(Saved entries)
##############################
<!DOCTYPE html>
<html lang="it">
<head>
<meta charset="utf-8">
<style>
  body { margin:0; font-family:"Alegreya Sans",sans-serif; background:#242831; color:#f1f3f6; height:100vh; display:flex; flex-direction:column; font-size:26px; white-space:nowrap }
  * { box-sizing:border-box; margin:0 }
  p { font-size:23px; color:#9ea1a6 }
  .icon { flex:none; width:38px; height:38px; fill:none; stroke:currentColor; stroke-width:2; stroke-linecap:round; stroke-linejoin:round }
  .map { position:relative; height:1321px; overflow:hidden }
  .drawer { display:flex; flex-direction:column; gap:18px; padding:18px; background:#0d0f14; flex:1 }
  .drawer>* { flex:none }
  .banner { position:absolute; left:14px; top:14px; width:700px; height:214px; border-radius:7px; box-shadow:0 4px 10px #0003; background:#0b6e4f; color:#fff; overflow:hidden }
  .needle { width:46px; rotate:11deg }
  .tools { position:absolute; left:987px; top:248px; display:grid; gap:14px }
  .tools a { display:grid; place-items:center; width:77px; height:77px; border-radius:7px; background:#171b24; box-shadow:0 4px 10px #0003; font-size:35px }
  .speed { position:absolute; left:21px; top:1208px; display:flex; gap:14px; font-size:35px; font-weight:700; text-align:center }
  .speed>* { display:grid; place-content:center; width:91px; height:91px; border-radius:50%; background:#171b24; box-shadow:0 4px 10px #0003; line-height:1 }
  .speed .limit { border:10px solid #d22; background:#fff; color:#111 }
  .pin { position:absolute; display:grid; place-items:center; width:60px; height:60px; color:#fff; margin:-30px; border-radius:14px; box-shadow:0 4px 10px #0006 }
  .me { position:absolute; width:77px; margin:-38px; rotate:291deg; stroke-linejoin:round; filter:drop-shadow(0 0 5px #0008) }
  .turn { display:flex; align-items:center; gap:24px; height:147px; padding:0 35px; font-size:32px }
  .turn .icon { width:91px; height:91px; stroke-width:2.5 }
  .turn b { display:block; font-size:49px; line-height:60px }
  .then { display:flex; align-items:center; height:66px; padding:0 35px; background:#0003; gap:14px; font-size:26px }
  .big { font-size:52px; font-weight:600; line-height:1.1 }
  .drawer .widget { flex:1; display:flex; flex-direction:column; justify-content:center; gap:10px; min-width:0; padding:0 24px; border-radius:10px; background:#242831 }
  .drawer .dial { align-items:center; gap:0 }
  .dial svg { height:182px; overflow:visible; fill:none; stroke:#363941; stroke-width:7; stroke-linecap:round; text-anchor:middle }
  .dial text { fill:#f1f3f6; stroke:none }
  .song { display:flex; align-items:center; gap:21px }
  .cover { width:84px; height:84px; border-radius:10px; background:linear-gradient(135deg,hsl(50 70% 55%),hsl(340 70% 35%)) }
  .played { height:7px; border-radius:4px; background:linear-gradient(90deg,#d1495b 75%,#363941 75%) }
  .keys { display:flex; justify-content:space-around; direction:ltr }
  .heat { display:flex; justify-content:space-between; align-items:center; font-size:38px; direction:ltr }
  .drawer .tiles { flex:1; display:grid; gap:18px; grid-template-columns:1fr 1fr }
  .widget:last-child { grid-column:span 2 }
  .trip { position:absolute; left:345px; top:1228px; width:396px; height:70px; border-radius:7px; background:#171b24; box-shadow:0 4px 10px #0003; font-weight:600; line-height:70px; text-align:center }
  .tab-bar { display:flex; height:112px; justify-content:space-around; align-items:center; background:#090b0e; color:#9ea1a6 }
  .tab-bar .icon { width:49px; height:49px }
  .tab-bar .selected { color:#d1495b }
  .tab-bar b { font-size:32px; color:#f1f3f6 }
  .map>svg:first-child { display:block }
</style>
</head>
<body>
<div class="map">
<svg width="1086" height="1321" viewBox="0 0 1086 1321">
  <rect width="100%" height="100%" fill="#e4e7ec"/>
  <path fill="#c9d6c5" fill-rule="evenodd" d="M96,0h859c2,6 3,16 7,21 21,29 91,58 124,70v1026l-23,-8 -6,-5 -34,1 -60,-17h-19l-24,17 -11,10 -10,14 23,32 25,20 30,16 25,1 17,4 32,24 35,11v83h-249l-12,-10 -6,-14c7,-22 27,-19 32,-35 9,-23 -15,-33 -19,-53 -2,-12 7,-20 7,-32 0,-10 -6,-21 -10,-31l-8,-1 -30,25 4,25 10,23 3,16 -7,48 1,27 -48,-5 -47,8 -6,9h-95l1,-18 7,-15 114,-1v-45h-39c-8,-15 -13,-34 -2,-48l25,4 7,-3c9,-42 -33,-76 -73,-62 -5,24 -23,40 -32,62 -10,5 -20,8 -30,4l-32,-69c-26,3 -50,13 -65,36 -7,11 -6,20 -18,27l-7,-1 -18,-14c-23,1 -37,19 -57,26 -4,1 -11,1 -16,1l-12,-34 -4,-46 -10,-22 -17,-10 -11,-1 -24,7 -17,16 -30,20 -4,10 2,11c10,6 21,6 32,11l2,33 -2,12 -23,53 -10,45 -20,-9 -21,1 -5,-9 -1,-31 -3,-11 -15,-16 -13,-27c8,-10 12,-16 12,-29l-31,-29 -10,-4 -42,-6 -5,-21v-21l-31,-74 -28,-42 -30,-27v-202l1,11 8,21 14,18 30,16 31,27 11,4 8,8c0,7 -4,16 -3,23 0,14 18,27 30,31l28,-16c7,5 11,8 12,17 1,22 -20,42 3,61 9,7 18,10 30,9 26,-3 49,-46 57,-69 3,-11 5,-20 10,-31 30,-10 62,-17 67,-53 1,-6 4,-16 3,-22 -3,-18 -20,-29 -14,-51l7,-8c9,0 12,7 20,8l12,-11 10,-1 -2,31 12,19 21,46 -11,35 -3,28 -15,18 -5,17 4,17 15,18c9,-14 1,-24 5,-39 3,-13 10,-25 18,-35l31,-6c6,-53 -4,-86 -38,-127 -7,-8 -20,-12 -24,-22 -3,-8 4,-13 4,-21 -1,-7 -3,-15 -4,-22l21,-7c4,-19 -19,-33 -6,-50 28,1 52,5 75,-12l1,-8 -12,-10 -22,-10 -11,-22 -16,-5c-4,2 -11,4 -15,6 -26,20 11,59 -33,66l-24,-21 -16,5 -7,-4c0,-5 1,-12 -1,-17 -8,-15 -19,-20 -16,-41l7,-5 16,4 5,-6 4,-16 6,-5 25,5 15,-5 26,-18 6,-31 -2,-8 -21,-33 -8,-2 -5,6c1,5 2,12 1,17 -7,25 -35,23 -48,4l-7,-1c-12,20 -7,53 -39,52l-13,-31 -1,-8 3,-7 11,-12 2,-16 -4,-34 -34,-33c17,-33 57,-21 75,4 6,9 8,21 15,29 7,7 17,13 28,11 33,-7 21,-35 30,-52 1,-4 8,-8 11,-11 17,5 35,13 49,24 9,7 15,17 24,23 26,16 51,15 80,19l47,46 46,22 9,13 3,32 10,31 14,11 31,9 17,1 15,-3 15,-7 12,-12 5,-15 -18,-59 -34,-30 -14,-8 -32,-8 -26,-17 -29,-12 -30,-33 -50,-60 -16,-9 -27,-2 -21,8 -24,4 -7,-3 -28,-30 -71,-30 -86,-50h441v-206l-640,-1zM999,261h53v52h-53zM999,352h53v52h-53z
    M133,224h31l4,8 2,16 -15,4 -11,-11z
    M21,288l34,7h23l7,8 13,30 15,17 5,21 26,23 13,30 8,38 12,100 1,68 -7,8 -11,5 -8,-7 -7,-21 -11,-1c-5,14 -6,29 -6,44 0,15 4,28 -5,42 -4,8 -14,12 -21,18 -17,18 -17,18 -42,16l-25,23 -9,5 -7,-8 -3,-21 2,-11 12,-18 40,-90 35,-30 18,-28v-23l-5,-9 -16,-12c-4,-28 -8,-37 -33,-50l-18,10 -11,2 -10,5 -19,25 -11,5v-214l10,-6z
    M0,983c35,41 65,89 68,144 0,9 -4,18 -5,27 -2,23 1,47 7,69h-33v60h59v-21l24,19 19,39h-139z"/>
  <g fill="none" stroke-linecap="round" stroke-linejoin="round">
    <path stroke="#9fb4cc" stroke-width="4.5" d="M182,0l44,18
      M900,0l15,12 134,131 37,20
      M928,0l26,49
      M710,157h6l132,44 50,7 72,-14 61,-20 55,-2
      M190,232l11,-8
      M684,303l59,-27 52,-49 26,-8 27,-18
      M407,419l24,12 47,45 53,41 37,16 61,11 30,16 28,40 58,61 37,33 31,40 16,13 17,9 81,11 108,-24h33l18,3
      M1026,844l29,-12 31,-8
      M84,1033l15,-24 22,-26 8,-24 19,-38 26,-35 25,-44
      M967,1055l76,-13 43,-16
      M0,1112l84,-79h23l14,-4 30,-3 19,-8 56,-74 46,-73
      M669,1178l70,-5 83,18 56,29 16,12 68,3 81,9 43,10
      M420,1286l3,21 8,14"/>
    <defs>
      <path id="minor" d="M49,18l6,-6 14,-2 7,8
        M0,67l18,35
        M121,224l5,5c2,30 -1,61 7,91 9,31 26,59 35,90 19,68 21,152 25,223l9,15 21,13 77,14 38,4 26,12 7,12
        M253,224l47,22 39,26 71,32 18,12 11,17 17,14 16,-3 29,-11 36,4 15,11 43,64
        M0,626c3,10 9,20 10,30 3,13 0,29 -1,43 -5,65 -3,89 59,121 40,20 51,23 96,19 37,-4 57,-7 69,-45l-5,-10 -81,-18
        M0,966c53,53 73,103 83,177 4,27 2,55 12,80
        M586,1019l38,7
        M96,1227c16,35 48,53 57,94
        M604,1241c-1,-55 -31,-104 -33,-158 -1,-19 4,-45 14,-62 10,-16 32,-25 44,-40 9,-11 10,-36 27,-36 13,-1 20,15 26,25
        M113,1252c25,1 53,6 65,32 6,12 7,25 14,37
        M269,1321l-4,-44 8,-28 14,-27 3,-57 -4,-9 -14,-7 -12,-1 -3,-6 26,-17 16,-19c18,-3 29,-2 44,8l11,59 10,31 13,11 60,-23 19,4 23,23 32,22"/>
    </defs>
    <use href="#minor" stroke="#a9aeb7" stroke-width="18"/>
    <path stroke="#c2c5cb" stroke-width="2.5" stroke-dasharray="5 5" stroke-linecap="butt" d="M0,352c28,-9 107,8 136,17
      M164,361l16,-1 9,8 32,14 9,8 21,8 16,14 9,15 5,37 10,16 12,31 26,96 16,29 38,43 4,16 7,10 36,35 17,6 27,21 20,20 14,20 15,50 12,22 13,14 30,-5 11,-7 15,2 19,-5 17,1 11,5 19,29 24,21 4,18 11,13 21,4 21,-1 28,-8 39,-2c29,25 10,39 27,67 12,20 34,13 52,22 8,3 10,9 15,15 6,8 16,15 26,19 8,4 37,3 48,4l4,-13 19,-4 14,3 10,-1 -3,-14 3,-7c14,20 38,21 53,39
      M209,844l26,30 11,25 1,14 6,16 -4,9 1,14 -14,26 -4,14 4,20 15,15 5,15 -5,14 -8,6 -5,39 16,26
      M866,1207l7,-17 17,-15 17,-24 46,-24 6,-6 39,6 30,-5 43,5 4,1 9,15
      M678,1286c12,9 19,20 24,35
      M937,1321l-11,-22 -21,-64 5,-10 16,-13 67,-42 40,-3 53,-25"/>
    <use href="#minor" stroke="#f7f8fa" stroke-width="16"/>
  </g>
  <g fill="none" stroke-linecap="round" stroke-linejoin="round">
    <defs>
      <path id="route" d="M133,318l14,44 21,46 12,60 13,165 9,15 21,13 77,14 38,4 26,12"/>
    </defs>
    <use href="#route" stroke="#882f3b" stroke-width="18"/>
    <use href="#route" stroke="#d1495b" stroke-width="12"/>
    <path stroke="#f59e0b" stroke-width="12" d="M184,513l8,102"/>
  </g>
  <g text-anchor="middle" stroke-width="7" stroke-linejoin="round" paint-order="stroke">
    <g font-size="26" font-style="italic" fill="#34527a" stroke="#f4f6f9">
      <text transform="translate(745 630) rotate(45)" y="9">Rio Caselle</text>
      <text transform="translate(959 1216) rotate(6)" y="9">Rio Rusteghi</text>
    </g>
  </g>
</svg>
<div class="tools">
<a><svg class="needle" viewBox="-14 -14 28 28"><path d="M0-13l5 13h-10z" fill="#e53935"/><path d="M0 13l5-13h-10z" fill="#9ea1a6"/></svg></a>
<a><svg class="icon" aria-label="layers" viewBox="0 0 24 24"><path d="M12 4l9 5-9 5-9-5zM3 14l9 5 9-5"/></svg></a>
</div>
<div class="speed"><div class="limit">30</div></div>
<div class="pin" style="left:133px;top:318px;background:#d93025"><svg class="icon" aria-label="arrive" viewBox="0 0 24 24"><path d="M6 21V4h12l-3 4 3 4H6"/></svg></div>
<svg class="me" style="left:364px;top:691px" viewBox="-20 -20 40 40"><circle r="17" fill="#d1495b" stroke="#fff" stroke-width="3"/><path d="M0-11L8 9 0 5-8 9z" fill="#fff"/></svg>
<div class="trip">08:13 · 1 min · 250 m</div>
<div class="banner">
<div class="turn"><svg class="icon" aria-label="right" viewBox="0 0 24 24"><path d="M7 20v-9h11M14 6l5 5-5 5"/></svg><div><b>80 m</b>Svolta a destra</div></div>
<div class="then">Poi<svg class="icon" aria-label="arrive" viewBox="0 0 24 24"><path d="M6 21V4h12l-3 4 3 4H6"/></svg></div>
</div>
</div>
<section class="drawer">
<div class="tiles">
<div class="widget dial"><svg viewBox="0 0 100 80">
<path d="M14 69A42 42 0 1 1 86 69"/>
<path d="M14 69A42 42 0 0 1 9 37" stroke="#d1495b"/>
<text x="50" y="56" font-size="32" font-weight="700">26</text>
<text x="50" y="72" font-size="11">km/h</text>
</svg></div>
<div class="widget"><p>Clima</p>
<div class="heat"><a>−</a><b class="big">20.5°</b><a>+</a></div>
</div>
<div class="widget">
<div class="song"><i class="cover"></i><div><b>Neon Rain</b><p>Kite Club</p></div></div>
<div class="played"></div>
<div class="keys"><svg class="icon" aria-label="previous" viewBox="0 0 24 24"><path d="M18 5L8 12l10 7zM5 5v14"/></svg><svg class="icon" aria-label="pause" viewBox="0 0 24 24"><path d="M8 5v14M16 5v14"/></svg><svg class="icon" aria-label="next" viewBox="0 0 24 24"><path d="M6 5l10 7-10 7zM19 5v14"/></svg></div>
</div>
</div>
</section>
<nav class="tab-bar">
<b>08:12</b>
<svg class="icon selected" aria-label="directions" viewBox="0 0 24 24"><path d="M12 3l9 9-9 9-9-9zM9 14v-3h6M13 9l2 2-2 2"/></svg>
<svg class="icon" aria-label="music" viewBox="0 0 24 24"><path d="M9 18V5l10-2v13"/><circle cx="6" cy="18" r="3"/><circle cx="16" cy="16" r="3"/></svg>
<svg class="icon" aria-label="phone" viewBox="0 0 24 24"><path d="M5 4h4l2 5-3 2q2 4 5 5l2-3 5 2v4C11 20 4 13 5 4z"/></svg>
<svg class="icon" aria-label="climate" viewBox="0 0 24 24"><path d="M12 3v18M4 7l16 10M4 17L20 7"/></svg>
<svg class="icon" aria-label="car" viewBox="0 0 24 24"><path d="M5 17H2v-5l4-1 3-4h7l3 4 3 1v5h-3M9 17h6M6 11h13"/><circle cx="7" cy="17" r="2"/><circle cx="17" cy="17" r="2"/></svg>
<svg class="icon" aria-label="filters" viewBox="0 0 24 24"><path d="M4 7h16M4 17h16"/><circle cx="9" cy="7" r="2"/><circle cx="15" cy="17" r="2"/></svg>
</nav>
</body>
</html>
##############################
### What you are asked to do
The answer should consist solely of the lines from the first line above through the one with "font-size:52px; font-weight:600; line-height:1.1", both included, repeated exactly.

### Expected answer
<!DOCTYPE html>
<html lang="it">
<head>
<meta charset="utf-8">
<style>
  body { margin:0; font-family:"Alegreya Sans",sans-serif; background:#242831; color:#f1f3f6; height:100vh; display:flex; flex-direction:column; font-size:26px; white-space:nowrap }
  * { box-sizing:border-box; margin:0 }
  p { font-size:23px; color:#9ea1a6 }
  .icon { flex:none; width:38px; height:38px; fill:none; stroke:currentColor; stroke-width:2; stroke-linecap:round; stroke-linejoin:round }
  .map { position:relative; height:1321px; overflow:hidden }
  .drawer { display:flex; flex-direction:column; gap:18px; padding:18px; background:#0d0f14; flex:1 }
  .drawer>* { flex:none }
  .banner { position:absolute; left:14px; top:14px; width:700px; height:214px; border-radius:7px; box-shadow:0 4px 10px #0003; background:#0b6e4f; color:#fff; overflow:hidden }
  .needle { width:46px; rotate:11deg }
  .tools { position:absolute; left:987px; top:248px; display:grid; gap:14px }
  .tools a { display:grid; place-items:center; width:77px; height:77px; border-radius:7px; background:#171b24; box-shadow:0 4px 10px #0003; font-size:35px }
  .speed { position:absolute; left:21px; top:1208px; display:flex; gap:14px; font-size:35px; font-weight:700; text-align:center }
  .speed>* { display:grid; place-content:center; width:91px; height:91px; border-radius:50%; background:#171b24; box-shadow:0 4px 10px #0003; line-height:1 }
  .speed .limit { border:10px solid #d22; background:#fff; color:#111 }
  .pin { position:absolute; display:grid; place-items:center; width:60px; height:60px; color:#fff; margin:-30px; border-radius:14px; box-shadow:0 4px 10px #0006 }
  .me { position:absolute; width:77px; margin:-38px; rotate:291deg; stroke-linejoin:round; filter:drop-shadow(0 0 5px #0008) }
  .turn { display:flex; align-items:center; gap:24px; height:147px; padding:0 35px; font-size:32px }
  .turn .icon { width:91px; height:91px; stroke-width:2.5 }
  .turn b { display:block; font-size:49px; line-height:60px }
  .then { display:flex; align-items:center; height:66px; padding:0 35px; background:#0003; gap:14px; font-size:26px }
  .big { font-size:52px; font-weight:600; line-height:1.1 }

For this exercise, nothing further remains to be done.